YOUR GOAL.
The reply should contain only the lines from the start of the records through the line with "Please mark all labels, symbols", reproduced verbatim and without pictures.

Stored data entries
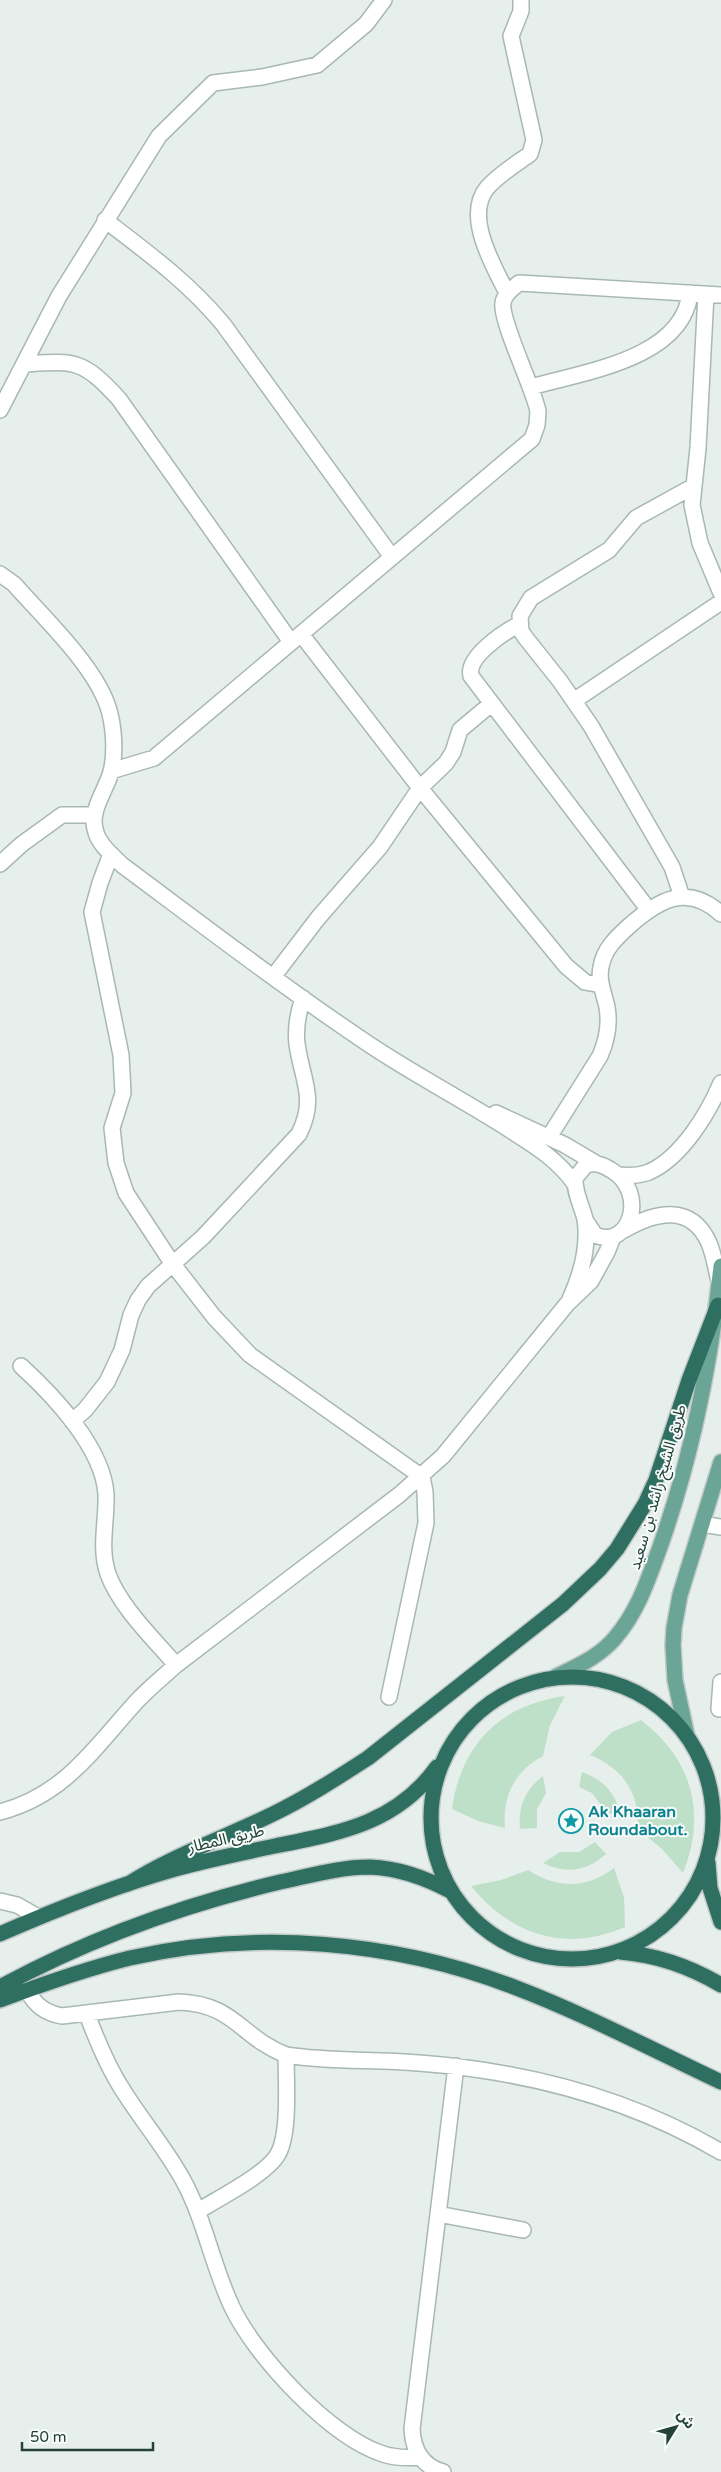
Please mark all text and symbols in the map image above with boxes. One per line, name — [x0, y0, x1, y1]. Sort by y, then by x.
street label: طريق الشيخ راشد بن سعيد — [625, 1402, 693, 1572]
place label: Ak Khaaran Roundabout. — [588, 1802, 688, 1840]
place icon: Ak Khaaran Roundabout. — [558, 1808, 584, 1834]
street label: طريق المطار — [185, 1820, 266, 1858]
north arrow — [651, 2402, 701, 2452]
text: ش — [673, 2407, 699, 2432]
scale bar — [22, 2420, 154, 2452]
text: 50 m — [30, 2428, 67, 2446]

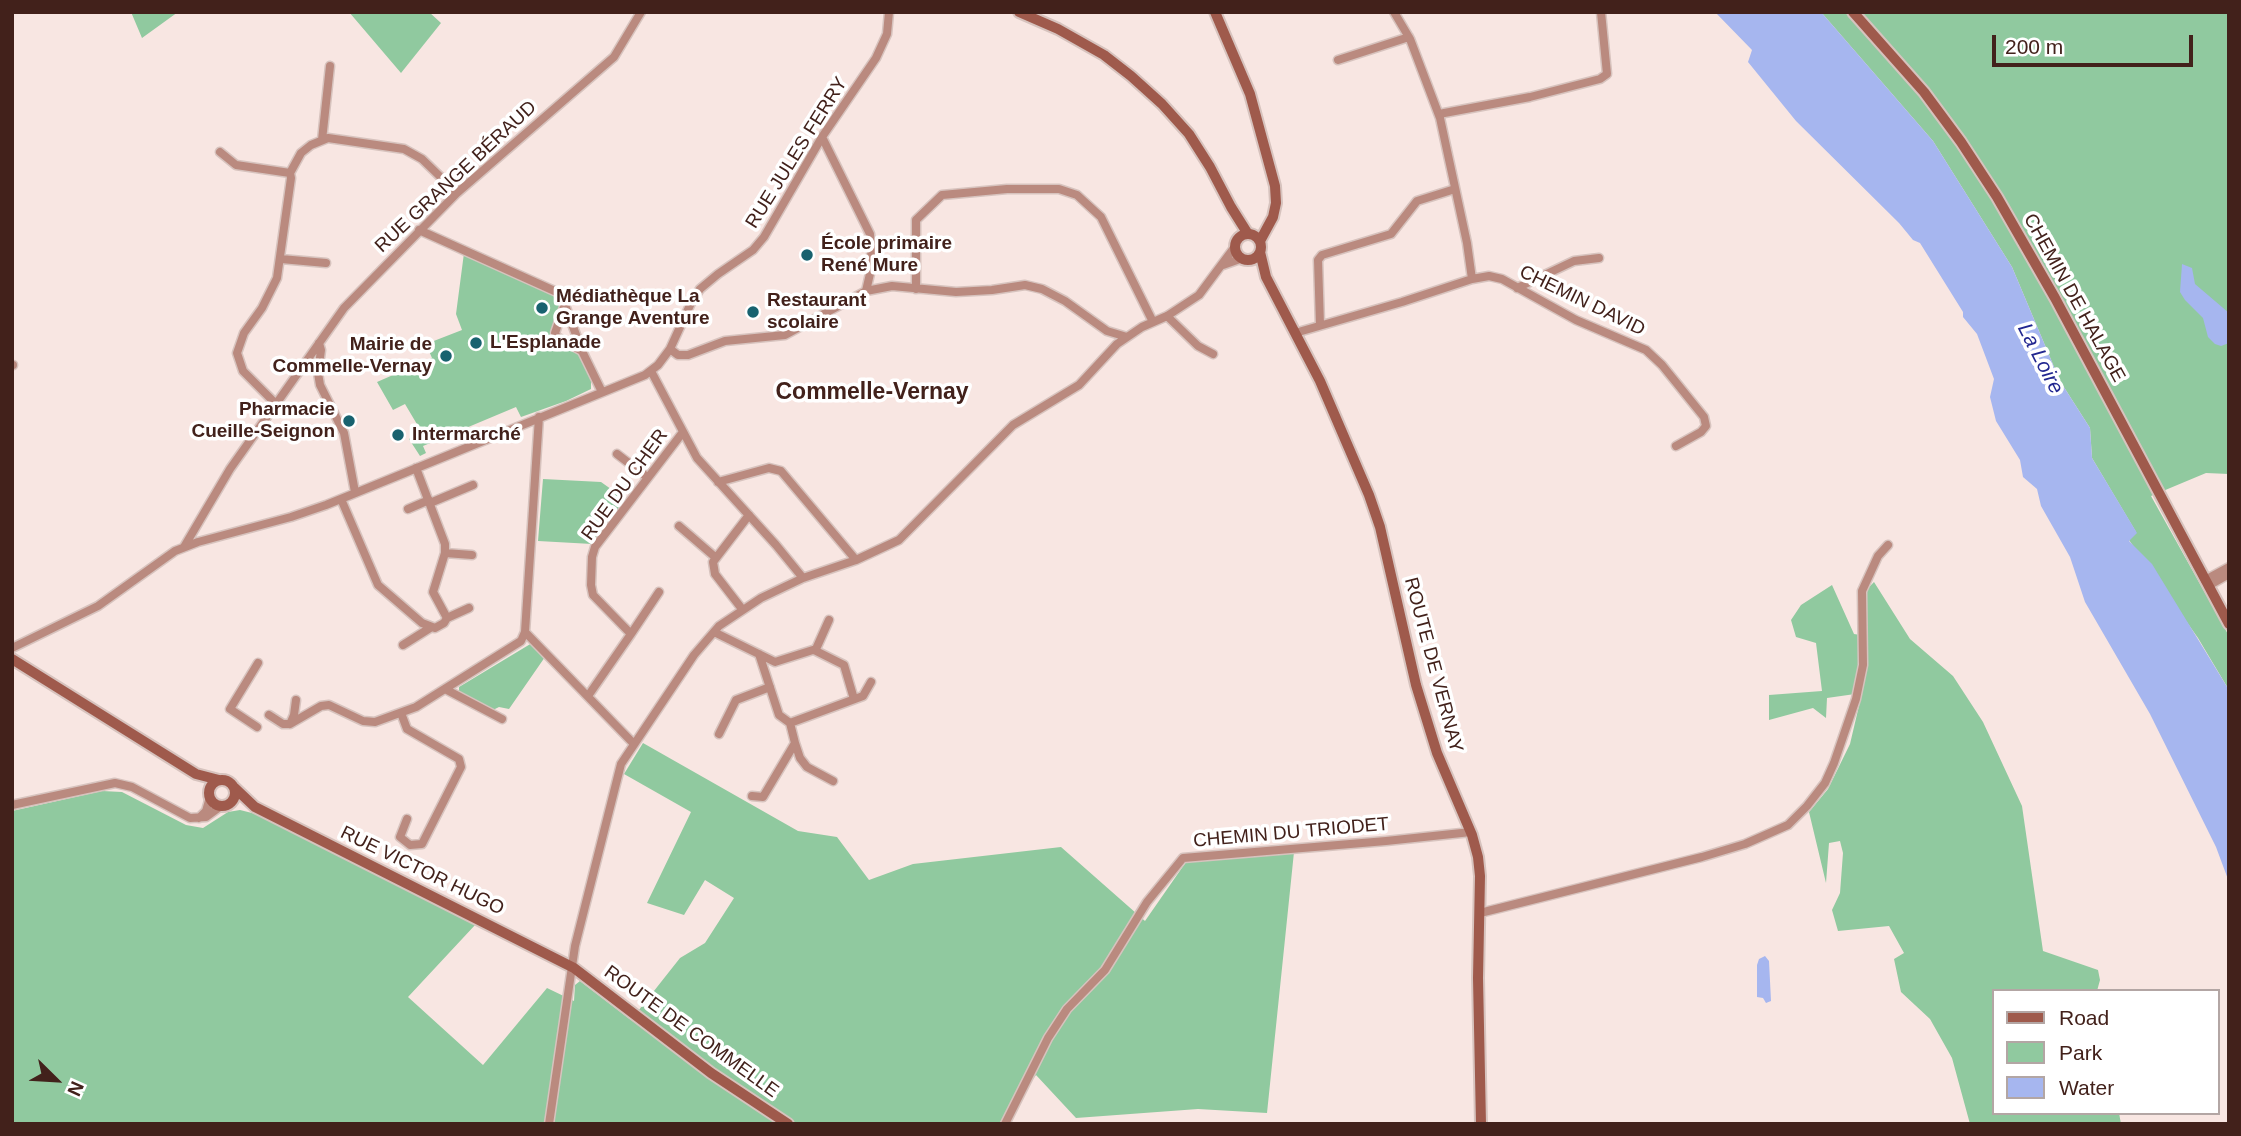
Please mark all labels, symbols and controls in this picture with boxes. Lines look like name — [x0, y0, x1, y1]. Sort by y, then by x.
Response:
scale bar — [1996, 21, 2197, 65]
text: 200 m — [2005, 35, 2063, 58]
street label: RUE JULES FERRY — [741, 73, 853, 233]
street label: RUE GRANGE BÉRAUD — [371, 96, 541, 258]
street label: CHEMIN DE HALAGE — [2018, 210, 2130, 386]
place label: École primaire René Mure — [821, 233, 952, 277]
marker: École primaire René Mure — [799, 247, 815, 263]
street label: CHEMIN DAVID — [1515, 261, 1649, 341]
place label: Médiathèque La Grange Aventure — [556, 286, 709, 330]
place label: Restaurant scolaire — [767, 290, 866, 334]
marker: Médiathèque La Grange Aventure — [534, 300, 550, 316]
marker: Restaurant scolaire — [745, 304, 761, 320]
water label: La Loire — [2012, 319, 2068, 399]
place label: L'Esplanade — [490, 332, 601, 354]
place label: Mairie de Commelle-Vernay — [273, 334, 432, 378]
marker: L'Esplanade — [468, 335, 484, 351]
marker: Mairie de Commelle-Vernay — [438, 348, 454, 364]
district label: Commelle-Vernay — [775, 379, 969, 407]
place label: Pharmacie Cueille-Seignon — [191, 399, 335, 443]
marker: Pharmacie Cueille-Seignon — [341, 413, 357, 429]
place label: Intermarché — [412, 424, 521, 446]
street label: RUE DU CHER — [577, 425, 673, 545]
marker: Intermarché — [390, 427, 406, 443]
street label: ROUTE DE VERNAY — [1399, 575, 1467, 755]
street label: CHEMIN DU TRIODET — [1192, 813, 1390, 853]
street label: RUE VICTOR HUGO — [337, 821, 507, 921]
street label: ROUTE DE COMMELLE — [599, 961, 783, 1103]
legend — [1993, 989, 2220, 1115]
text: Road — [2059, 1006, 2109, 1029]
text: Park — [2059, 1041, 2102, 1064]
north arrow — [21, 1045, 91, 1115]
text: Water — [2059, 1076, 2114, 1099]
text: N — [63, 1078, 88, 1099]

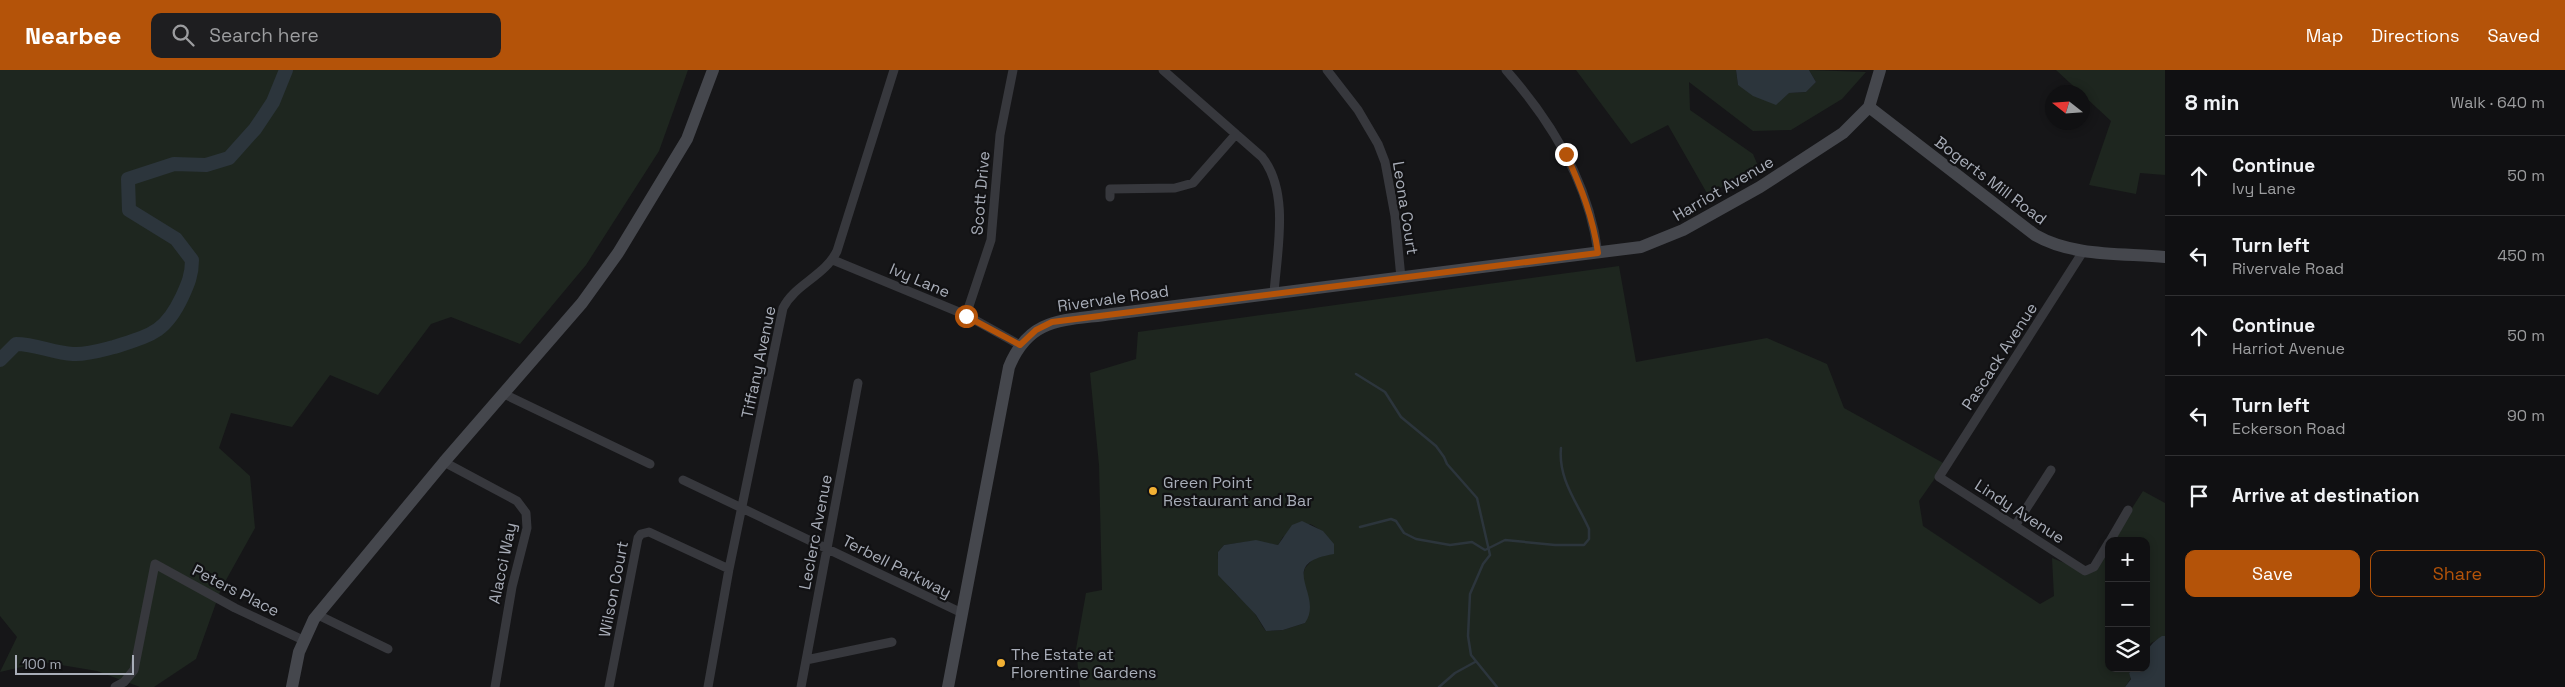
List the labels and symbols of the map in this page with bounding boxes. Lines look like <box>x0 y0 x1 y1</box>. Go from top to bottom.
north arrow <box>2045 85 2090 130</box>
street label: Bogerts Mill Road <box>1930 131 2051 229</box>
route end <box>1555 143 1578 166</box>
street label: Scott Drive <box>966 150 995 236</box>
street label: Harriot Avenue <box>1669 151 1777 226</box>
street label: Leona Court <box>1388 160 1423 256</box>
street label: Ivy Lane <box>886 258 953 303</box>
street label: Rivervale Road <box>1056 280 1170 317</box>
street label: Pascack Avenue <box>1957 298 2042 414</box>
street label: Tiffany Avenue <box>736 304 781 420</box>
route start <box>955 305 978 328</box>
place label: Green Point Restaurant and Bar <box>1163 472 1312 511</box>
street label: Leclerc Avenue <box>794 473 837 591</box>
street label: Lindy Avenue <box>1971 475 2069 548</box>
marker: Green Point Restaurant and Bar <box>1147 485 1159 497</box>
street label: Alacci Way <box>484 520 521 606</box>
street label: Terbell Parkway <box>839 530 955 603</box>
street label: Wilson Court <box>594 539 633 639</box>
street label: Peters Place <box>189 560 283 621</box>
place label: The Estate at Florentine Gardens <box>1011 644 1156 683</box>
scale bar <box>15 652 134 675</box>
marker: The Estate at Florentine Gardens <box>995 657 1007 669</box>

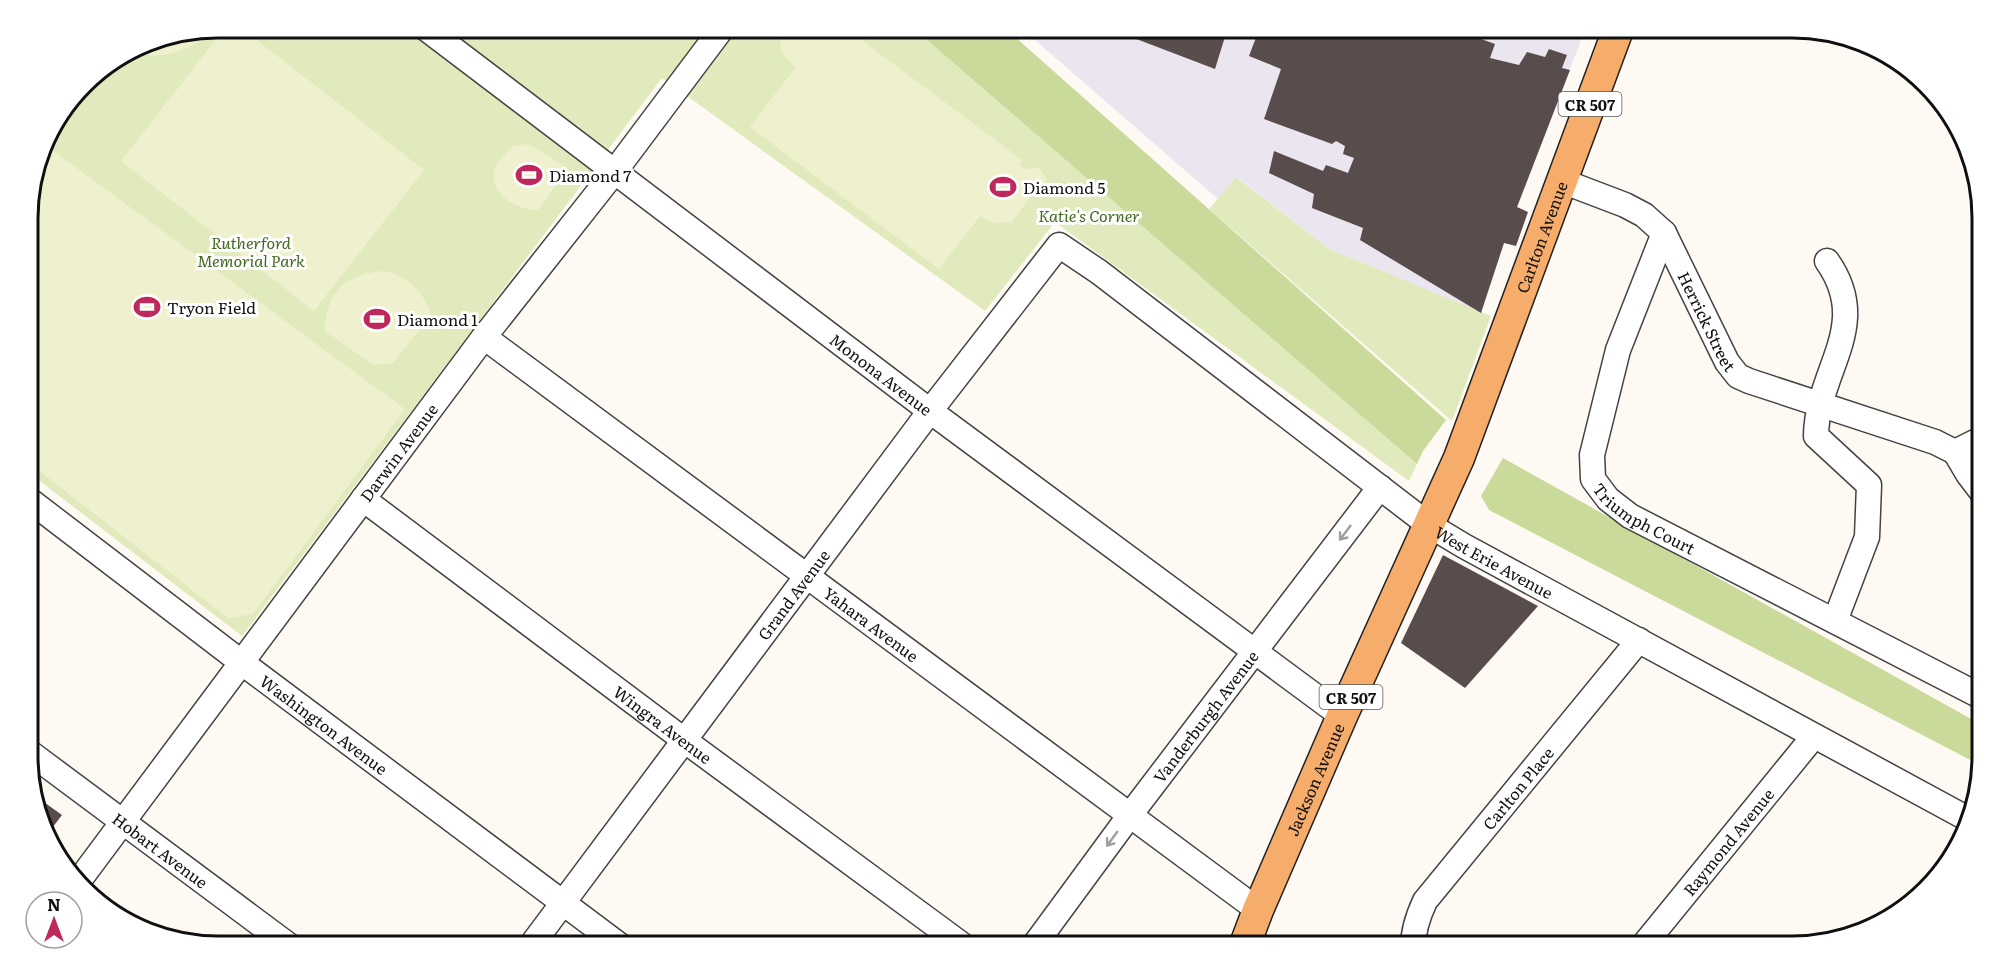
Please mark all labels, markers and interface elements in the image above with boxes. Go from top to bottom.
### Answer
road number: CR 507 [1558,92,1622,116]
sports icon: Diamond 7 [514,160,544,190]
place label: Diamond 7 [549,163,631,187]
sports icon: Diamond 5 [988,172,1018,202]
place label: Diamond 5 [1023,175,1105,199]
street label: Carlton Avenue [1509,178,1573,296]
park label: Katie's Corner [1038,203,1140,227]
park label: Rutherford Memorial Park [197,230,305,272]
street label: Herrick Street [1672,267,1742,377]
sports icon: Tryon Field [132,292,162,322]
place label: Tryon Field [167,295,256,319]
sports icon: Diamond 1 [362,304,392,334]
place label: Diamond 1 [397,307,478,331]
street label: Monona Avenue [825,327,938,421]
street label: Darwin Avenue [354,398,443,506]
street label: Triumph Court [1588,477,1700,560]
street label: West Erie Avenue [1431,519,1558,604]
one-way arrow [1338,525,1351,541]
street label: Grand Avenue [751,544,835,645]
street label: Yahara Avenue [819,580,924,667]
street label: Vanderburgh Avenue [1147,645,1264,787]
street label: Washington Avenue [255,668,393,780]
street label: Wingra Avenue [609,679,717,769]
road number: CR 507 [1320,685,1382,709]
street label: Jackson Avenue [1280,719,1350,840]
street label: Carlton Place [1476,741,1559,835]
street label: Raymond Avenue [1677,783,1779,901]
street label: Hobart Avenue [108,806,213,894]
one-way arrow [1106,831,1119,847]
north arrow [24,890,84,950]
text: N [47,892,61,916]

OUTPUT FOR THIS EXERCISE.
Please mark all text and symbols in the map image above with boxes. One per line, name — [x0, y0, x1, y1]. Sort by y, then by x.
street label: طريق الشيخ راشد بن سعيد — [625, 1402, 693, 1572]
place label: Ak Khaaran Roundabout. — [588, 1802, 688, 1840]
place icon: Ak Khaaran Roundabout. — [558, 1808, 584, 1834]
street label: طريق المطار — [185, 1820, 266, 1858]
north arrow — [651, 2402, 701, 2452]
text: ش — [673, 2407, 699, 2432]
scale bar — [22, 2420, 154, 2452]
text: 50 m — [30, 2428, 67, 2446]

Please mark all labels, symbols and controls in this picture with boxes. Lines look like name — [x0, y0, x1, y1]. Sort by y, then by x.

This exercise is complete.